## Assignment
Search each line of the data for the word "display"; copy every line where it is found.

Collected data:
● ● ● ● ● ● ●

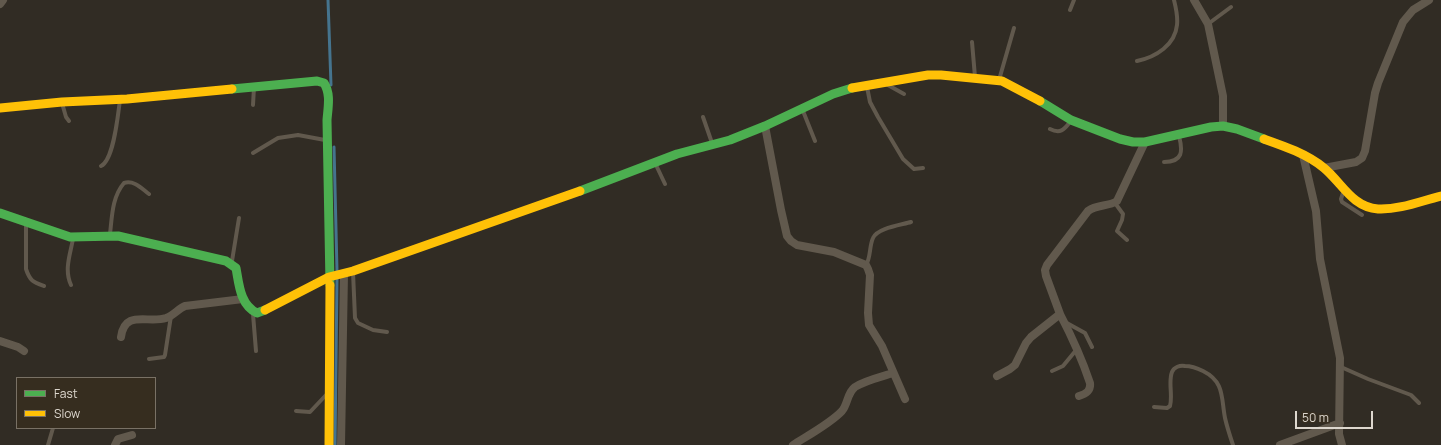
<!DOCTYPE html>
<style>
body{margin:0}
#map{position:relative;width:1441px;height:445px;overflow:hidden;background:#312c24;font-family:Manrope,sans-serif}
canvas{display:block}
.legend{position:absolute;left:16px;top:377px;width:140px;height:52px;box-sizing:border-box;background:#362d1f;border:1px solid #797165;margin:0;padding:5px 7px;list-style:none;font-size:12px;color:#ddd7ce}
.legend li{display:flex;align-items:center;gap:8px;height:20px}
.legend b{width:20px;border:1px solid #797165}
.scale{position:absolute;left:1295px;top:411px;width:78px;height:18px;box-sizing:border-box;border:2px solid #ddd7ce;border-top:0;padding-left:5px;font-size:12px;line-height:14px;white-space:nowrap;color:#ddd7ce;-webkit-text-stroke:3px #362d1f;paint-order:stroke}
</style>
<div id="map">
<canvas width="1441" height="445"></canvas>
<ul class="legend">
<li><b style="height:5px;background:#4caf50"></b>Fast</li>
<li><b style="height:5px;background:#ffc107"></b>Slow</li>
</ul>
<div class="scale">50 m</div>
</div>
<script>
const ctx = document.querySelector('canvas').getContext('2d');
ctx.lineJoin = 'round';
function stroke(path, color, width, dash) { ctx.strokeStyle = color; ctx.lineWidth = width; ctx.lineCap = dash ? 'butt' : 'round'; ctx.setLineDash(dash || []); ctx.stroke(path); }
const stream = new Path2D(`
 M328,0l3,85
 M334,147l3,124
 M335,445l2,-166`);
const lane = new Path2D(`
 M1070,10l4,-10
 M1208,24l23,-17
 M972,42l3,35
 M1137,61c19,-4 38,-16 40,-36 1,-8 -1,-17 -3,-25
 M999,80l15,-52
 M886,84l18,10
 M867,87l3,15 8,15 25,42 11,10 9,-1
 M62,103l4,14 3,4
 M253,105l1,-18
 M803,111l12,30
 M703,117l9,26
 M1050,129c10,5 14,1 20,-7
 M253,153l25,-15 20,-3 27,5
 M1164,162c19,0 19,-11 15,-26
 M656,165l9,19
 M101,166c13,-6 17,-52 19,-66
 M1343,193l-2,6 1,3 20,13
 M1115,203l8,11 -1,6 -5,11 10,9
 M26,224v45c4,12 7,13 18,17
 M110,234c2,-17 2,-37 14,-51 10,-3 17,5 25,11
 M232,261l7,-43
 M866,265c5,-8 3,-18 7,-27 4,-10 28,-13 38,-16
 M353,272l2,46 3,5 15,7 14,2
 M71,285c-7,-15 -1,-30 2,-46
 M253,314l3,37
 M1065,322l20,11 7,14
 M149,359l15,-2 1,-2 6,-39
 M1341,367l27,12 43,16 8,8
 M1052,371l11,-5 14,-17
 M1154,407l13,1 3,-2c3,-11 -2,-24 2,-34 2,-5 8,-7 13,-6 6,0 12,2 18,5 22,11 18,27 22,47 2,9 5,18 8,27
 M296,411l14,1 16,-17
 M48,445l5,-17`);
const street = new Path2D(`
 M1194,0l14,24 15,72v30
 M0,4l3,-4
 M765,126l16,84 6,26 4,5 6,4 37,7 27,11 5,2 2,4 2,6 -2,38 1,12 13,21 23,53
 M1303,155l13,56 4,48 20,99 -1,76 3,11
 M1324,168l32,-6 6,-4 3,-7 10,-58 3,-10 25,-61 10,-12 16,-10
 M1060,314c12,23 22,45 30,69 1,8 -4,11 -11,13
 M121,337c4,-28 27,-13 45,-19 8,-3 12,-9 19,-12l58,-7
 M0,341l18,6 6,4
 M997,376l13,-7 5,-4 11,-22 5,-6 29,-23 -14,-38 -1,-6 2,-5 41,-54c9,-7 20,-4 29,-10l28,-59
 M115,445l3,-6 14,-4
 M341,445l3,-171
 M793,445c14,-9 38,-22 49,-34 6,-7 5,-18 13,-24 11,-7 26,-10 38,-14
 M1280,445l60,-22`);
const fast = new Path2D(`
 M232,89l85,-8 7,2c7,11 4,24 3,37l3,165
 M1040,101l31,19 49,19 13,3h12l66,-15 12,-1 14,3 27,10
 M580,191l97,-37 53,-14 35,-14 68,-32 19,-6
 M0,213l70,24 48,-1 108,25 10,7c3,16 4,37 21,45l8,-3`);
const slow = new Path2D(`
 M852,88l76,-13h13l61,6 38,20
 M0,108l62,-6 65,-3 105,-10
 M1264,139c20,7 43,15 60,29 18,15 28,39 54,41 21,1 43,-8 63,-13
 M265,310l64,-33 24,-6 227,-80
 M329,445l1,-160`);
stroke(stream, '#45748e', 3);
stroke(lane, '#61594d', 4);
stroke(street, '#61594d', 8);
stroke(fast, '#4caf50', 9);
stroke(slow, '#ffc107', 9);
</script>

● ● ● ● ● ● ●

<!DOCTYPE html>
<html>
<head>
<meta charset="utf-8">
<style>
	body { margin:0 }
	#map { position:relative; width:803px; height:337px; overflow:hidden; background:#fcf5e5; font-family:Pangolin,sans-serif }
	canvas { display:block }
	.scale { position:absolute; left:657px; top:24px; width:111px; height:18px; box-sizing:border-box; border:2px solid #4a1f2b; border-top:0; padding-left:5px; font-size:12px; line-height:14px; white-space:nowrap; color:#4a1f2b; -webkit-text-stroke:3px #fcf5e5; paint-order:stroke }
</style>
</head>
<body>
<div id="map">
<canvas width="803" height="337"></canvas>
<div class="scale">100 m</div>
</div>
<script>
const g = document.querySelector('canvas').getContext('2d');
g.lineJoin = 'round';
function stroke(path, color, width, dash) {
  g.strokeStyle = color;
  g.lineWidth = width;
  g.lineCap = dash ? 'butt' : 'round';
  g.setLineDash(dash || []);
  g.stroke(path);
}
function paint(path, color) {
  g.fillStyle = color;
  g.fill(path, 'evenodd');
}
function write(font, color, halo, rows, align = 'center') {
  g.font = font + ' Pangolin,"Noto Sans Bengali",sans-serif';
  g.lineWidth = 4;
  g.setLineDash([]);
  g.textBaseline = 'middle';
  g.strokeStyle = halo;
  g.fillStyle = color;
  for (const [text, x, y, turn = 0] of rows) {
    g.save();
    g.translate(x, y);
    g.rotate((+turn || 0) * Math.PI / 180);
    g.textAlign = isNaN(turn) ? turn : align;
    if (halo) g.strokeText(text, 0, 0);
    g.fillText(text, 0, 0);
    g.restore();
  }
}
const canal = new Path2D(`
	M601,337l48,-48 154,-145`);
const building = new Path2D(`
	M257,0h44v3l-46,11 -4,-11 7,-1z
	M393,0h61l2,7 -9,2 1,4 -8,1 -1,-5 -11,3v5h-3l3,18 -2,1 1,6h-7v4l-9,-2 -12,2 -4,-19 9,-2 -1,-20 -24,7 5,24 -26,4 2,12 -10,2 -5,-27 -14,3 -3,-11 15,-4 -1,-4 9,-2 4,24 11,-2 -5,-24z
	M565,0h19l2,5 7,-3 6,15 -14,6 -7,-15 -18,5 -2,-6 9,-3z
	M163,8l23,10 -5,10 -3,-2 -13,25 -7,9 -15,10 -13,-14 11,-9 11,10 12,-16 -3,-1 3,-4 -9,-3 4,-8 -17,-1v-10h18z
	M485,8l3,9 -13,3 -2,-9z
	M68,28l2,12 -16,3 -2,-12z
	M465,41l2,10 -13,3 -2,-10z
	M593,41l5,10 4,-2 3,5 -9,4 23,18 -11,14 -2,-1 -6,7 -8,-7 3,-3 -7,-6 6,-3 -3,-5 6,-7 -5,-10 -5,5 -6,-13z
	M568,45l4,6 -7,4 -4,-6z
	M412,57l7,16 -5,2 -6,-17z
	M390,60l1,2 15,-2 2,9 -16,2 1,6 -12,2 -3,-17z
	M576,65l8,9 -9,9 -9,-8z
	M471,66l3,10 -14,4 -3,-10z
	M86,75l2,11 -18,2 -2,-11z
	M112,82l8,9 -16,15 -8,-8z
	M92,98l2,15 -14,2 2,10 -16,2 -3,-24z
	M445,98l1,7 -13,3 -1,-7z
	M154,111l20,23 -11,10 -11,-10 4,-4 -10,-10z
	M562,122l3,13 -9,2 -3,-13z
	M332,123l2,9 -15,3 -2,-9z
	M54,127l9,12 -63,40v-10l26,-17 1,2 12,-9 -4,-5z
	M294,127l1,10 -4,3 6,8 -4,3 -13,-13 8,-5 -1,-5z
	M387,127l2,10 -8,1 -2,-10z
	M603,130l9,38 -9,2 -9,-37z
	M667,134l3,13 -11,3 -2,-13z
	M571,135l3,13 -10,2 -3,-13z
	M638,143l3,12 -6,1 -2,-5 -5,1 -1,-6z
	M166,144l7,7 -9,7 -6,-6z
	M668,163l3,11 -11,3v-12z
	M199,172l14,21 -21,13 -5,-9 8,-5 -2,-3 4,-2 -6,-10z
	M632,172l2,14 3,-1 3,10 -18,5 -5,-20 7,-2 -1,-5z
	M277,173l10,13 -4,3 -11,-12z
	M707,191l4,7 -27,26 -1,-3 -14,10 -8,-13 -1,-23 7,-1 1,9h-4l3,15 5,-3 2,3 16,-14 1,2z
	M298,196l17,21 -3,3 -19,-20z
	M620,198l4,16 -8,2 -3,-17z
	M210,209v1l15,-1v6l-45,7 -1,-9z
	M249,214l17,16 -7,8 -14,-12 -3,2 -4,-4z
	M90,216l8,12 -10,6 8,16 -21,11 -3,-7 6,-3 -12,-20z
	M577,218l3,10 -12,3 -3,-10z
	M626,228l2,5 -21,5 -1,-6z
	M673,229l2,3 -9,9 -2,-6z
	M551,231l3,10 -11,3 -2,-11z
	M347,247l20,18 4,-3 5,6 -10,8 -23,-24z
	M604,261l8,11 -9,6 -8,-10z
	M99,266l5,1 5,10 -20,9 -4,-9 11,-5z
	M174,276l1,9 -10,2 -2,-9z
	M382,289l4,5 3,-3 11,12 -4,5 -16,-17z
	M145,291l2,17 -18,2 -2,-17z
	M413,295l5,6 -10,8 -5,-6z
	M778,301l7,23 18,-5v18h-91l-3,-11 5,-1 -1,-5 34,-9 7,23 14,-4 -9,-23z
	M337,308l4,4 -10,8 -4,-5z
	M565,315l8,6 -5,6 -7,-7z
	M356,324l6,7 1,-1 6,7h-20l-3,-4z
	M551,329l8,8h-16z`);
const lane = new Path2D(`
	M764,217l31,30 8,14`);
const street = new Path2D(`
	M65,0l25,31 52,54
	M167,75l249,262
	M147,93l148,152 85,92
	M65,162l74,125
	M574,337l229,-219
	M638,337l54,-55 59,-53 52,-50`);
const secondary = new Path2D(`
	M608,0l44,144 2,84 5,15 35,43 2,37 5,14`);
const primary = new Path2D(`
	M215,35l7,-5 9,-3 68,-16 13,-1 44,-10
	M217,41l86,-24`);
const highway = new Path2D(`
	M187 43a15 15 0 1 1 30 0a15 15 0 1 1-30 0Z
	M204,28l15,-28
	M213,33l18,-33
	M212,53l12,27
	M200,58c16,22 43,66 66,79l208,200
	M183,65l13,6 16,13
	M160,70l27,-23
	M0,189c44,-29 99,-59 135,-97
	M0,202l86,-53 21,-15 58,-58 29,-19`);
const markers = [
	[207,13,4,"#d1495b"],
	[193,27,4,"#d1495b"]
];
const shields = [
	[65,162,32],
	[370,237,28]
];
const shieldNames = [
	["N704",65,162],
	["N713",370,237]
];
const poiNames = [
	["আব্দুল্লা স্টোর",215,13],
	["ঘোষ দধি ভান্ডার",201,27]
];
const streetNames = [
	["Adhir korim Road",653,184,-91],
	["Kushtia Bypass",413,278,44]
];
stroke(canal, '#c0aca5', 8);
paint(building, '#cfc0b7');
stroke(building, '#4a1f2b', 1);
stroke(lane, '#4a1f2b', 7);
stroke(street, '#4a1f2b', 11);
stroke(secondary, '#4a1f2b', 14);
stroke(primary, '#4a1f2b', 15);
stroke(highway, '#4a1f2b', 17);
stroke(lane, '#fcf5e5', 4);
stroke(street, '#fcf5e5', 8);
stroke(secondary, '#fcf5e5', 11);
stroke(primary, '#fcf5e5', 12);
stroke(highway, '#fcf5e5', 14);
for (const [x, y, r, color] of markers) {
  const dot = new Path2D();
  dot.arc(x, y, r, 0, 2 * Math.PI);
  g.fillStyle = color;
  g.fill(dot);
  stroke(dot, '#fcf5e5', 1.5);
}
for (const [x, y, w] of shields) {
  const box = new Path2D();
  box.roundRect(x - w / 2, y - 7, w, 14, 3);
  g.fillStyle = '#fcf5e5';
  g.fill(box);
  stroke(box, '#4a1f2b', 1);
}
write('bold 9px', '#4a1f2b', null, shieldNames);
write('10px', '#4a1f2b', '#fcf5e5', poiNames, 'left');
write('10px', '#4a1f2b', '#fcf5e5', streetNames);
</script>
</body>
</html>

● ● ● ● ● ● ●

## Answer section
canvas{display:block}
.legend li{display:flex;align-items:center;gap:8px;height:20px}
	canvas { display:block }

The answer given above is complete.